REQUIREMENT:
Exactly as written and without the pictures, output the entries below.

Stored data:
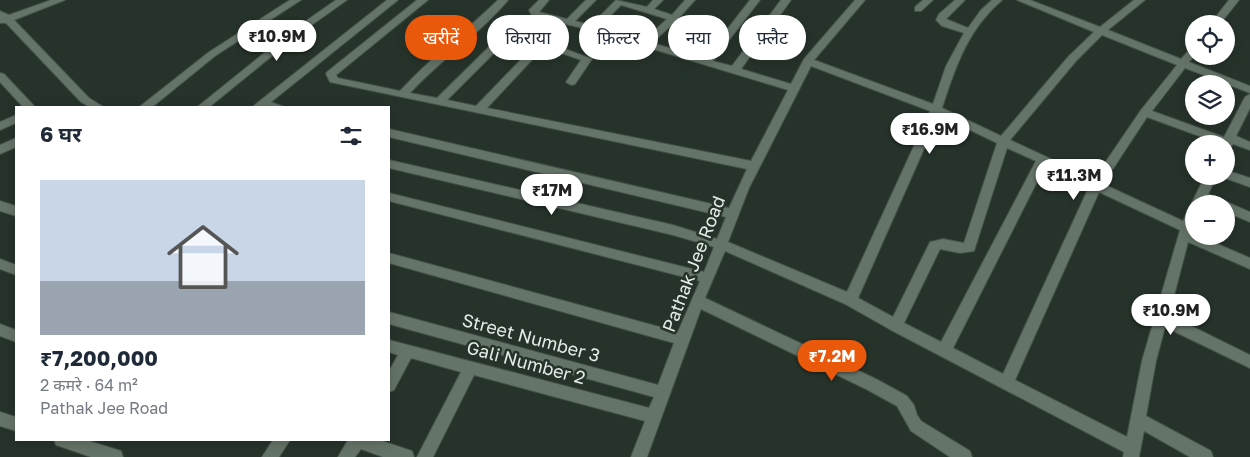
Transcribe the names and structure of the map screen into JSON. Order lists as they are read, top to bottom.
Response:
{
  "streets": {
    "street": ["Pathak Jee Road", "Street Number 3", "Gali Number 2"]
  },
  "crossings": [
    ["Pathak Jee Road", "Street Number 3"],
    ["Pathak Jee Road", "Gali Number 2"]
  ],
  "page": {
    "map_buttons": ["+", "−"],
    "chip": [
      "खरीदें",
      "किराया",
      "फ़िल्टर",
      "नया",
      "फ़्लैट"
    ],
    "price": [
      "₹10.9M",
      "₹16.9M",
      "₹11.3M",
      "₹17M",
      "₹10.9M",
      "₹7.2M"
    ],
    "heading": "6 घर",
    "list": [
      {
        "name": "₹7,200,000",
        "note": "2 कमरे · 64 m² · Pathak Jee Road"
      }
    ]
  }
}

EXERCISE ANSWER:
Transcribe the names and structure of the map screen into JSON. Order lists as they are read, top to bottom.
Response:
{
  "streets": {
    "street": ["Pathak Jee Road", "Street Number 3", "Gali Number 2"]
  },
  "crossings": [
    ["Pathak Jee Road", "Street Number 3"],
    ["Pathak Jee Road", "Gali Number 2"]
  ],
  "page": {
    "map_buttons": ["+", "−"],
    "chip": [
      "खरीदें",
      "किराया",
      "फ़िल्टर",
      "नया",
      "फ़्लैट"
    ],
    "price": [
      "₹10.9M",
      "₹16.9M",
      "₹11.3M",
      "₹17M",
      "₹10.9M",
      "₹7.2M"
    ],
    "heading": "6 घर",
    "list": [
      {
        "name": "₹7,200,000",
        "note": "2 कमरे · 64 m² · Pathak Jee Road"
      }
    ]
  }
}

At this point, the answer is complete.